All of this said, once you begin to find a groove and feel confident in your abilities, you'll start feeling like a true ninja. Making Sekiro gracefully grapple his way through tree branches and rooftops before landing softly behind a group of enemies to stealthily eliminate them one by one is extremely gratifying. Finally working out a viable strategy to deal with a particularly challenging boss -- and potentially receiving a rare and valuable item, such as a seed that magically refills the life-giving gourd Sekiro carries with him one extra time -- can make all the effort seem worthwhile. And the world itself is a pleasure to explore.
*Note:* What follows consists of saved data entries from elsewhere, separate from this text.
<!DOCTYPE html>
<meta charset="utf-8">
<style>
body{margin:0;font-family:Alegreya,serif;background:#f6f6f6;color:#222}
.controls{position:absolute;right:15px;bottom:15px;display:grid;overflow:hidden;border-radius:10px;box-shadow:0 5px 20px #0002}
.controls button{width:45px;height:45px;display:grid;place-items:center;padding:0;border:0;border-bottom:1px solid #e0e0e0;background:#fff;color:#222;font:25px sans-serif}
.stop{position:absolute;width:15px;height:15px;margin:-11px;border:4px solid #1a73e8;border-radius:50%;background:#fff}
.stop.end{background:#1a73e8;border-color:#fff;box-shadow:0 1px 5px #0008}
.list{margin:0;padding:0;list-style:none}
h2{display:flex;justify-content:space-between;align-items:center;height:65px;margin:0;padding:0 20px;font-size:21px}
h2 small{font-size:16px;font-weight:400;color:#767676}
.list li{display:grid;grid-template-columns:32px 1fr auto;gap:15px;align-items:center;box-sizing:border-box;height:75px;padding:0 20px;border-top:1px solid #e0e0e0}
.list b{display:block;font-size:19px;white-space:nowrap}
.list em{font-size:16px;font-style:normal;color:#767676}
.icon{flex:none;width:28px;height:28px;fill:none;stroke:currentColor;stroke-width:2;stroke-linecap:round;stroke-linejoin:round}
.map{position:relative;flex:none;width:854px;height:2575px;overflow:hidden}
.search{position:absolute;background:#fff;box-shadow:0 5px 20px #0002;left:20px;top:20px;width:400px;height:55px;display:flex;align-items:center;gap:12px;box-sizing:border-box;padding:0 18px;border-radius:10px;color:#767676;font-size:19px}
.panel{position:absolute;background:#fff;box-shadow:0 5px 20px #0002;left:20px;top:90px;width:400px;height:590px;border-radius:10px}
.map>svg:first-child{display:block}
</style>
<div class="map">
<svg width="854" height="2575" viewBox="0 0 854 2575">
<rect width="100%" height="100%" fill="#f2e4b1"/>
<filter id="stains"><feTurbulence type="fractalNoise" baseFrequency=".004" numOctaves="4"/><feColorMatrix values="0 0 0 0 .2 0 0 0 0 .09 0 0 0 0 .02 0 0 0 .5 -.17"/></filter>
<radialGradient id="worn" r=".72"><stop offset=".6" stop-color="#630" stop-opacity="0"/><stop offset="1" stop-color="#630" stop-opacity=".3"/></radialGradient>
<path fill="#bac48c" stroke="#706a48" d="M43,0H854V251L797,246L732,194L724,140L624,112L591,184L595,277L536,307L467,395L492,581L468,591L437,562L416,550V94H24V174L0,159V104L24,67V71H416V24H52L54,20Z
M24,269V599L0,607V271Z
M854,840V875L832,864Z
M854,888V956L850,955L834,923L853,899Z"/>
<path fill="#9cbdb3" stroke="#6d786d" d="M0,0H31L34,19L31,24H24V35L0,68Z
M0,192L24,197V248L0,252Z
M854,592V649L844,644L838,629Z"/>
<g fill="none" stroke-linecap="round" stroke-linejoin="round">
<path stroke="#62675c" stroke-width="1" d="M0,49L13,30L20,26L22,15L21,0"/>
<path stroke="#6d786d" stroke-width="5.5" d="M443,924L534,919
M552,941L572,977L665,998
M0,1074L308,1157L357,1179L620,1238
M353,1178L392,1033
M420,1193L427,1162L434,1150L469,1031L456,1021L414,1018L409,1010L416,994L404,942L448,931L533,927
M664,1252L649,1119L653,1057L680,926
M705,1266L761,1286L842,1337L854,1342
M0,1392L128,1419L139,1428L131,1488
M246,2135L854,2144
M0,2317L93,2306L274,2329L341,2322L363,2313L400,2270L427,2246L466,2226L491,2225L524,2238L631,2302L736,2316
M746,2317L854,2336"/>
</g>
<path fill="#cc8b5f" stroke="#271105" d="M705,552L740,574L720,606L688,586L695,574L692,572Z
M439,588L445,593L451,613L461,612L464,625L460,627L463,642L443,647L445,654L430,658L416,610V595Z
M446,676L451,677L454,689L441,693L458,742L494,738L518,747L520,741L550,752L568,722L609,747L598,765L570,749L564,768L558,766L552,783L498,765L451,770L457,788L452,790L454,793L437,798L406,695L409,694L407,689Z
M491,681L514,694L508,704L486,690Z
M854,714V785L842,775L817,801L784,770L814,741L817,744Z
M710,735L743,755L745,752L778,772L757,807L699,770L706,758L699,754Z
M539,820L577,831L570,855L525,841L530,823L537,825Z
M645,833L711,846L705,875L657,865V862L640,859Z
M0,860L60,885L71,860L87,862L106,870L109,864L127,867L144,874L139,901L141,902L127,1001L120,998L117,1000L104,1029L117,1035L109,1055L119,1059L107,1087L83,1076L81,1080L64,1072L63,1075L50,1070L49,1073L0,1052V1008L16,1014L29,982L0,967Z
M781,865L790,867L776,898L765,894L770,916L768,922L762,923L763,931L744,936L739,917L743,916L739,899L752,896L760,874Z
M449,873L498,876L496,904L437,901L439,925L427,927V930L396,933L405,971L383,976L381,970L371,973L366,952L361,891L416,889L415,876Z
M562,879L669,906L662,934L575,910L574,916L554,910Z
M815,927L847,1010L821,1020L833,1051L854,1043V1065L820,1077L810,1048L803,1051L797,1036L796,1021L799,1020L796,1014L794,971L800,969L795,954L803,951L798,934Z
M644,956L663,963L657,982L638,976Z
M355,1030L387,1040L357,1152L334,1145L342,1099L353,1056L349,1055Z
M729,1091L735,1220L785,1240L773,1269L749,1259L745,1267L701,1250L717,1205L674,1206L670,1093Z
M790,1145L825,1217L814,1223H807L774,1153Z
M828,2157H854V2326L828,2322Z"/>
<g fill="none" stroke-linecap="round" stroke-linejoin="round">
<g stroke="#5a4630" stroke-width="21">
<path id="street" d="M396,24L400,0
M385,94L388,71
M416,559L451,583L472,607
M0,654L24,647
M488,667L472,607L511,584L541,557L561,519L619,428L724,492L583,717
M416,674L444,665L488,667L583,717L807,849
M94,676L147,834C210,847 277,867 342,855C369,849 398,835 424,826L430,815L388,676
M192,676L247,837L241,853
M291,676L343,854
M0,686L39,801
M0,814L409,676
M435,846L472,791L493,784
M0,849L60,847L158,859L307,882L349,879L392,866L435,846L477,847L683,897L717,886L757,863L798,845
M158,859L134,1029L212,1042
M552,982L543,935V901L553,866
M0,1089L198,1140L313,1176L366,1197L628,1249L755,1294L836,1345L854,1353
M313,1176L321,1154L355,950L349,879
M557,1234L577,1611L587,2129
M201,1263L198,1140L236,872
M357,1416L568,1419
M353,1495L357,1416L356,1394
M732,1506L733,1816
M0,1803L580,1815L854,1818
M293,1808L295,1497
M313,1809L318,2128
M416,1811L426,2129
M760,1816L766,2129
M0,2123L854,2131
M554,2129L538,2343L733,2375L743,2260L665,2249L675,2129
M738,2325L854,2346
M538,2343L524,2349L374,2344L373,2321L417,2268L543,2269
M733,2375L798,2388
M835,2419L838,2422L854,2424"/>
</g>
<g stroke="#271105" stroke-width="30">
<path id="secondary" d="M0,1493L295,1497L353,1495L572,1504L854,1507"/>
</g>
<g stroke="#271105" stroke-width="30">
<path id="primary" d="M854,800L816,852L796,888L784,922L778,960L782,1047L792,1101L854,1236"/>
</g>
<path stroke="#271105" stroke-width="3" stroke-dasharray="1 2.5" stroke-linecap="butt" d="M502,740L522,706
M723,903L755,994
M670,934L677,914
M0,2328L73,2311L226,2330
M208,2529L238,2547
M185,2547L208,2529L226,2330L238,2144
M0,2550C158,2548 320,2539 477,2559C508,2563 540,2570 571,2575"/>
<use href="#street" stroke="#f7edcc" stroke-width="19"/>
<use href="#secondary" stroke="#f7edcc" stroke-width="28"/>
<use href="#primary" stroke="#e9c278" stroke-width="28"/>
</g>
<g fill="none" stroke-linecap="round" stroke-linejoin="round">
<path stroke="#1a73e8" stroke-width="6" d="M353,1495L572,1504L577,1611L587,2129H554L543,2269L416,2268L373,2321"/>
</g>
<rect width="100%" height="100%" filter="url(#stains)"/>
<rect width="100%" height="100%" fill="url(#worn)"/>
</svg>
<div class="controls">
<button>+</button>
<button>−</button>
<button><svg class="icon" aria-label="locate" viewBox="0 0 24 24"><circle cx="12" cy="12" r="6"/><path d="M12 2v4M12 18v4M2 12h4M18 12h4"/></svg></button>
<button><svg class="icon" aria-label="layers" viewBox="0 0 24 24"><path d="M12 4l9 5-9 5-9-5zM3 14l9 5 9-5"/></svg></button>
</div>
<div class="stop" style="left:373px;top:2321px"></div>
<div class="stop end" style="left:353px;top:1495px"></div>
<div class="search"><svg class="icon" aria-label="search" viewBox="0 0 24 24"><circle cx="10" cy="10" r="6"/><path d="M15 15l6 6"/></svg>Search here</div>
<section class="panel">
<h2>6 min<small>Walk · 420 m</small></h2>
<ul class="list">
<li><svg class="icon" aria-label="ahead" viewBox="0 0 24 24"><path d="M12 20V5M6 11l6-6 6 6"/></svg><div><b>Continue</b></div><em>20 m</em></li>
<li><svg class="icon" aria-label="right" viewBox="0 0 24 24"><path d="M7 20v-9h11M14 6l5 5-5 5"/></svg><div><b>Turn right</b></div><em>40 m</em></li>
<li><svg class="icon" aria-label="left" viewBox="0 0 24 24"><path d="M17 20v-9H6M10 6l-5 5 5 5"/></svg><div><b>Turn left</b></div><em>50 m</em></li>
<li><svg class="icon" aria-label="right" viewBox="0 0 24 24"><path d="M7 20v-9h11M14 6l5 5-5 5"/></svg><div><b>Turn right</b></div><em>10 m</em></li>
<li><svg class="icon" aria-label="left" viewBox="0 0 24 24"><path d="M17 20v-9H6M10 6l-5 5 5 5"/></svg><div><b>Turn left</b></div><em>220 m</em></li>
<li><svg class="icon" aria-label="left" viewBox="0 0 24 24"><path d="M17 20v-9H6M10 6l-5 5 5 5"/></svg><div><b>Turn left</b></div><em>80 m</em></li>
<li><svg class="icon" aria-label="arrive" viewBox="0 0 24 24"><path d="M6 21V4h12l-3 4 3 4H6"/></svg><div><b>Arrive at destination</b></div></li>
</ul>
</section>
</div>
It's filled with hidden mountain paths that require skilled traversal and lead to beautiful locations and unexpected treasures. The game is sometimes at its best during these quieter moments, which can feel like a reward for having survived a brutal battle. Much like From Software's other games, including Bloodborne and the Dark Souls series, Sekiro: Shadows Die Twice has a peculiar taste that many players will never acquire, but those who take to it are likely to savor the experience.
Talk to your kids about ...
Families can talk about violence in media. In a game like Sekiro: Shadows Die Twice, what is the effect of the constant focus on violence? What, if anything, is gained by making this violence graphic and glamorized?
How do you feel when you accomplish something that was exceptionally hard? Is the sense of achievement worth the struggle?